For the first time tonight, and for the first time in any of Adam’s performances, it genuinely felt like Adam was living that song, had lived that song. Adam is a wonderful performer and does, as Allison did tonight, tend to perform the emotion of the song rather than genuinely feel it. And while this may be eminently more emotionally sensible and healthy it does leave a little something to be desired. Singing one song on a show is not the same as an entire concert night after night and I think that for the one song it would be nice to see a genuine emotional connection. But this week it really felt like that was his heart out there on his sleeve and on that stage, and THAT’S why Simon gave the standing ovation. Whether it was always going to happen or whether it had to do with the immense pressure Adam must have been feeling knowing he was singing after the time the show was meant to have already finished I do not know, but what we saw this week was a heart felt, emotional performance, that brought the truth of the song out.

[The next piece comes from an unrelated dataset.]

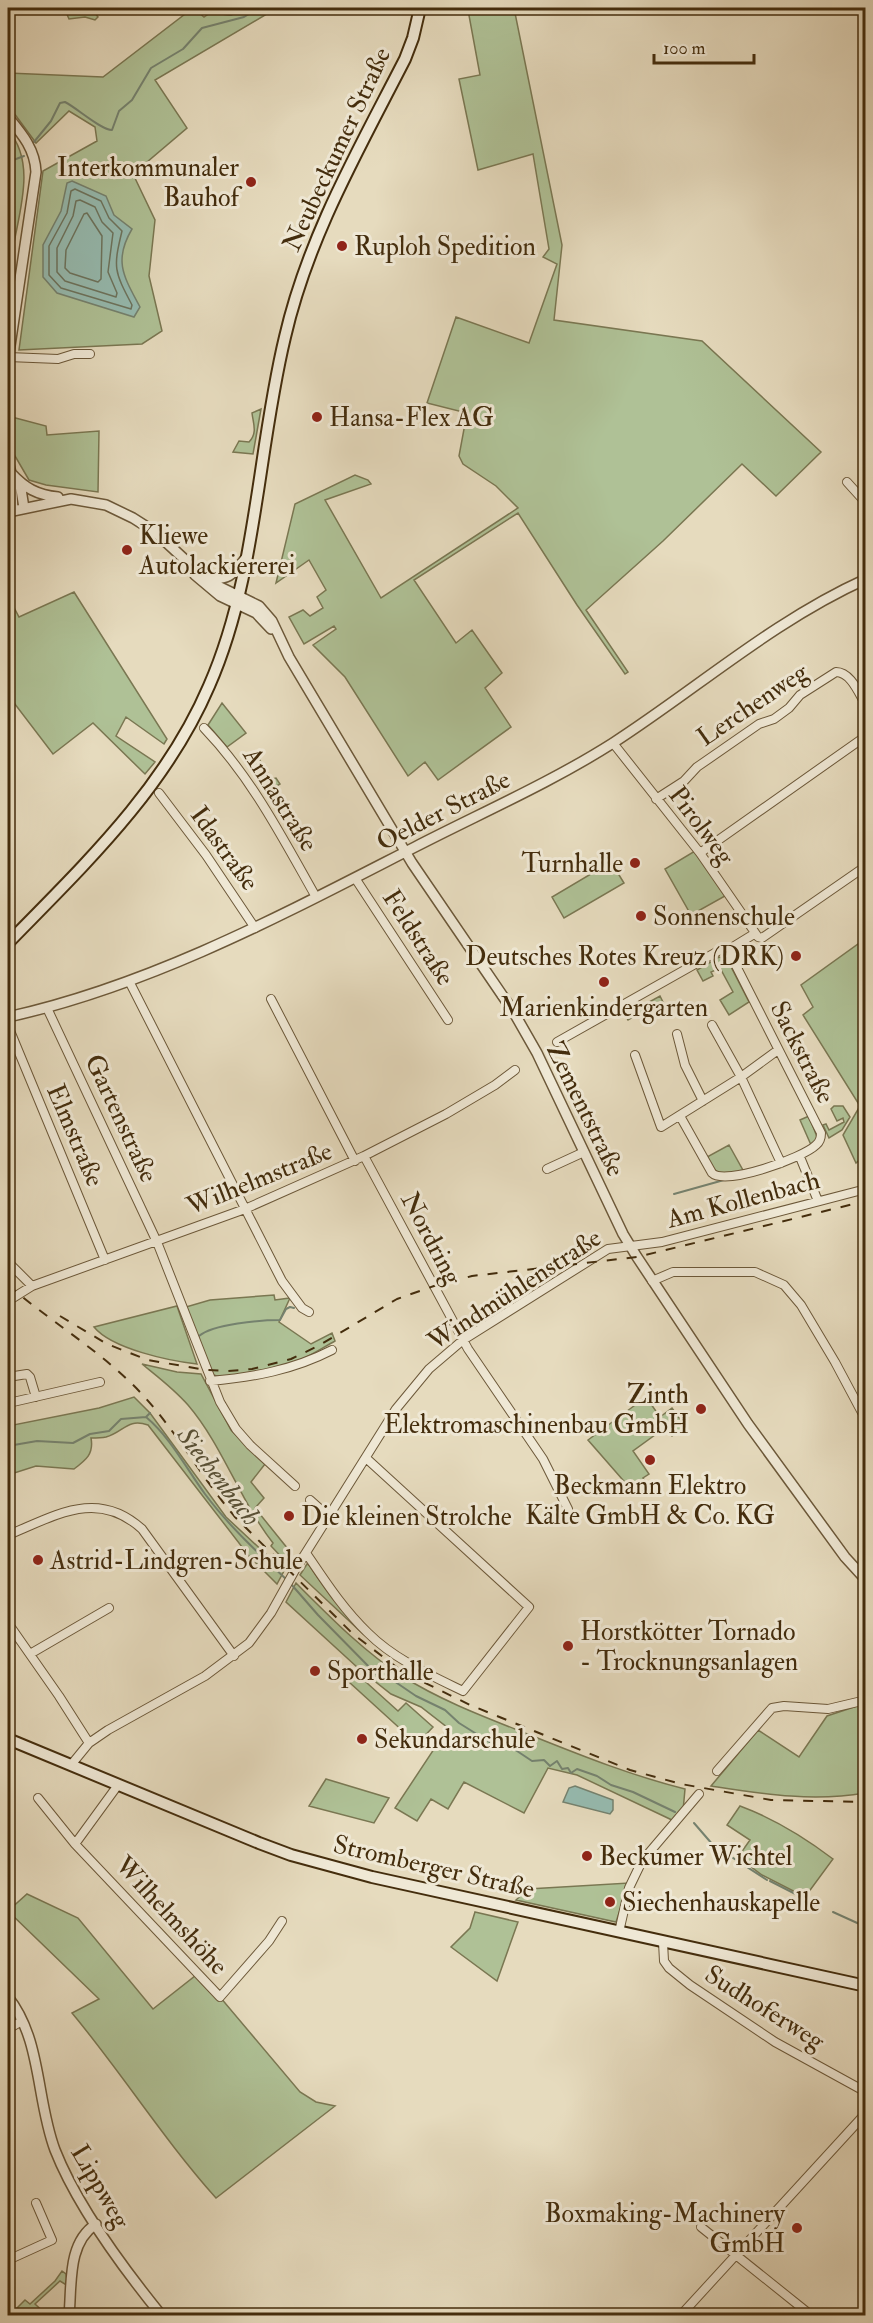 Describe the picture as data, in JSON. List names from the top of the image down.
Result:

This was a brilliant choice of song. The original is wonderful, the Gary Jules version is fabulous in its own right and this version was right up there with them. What they all have in common is they represent a feeling most of us have felt. The idea that we don’t fit in, that we don’t belong, is one of the most common feelings in the world. It’s right up there with falling in love. This is something absolutely everyone has experienced and probably continues to experience. And therefore we connect to the song, and so did Adam.

One note though. Once again this song was pretty heavily up there in Adam’s falsetto range. And this is a very pretty range. I would, however, like to hear a bit more of his lower vocals. There was a hint of them in this performance, and it appears to be a rich and vibrant sound, but I think to change it up next week it would be nice to hear that aspect of his voice. It would, after all, bring something completely different to the table once again.

OK, so I’m done for this week, although, as always, I might be back at some point before next week’s show. I can’t help but think on the possible choices for next week but before coming out and stating the obvious I’d like to think on it a little more. But I will say that if anyone ever is going to try Bjork’s ‘Play Dead’ from The Young American’s than this is the week, and year, to attempt it :-D.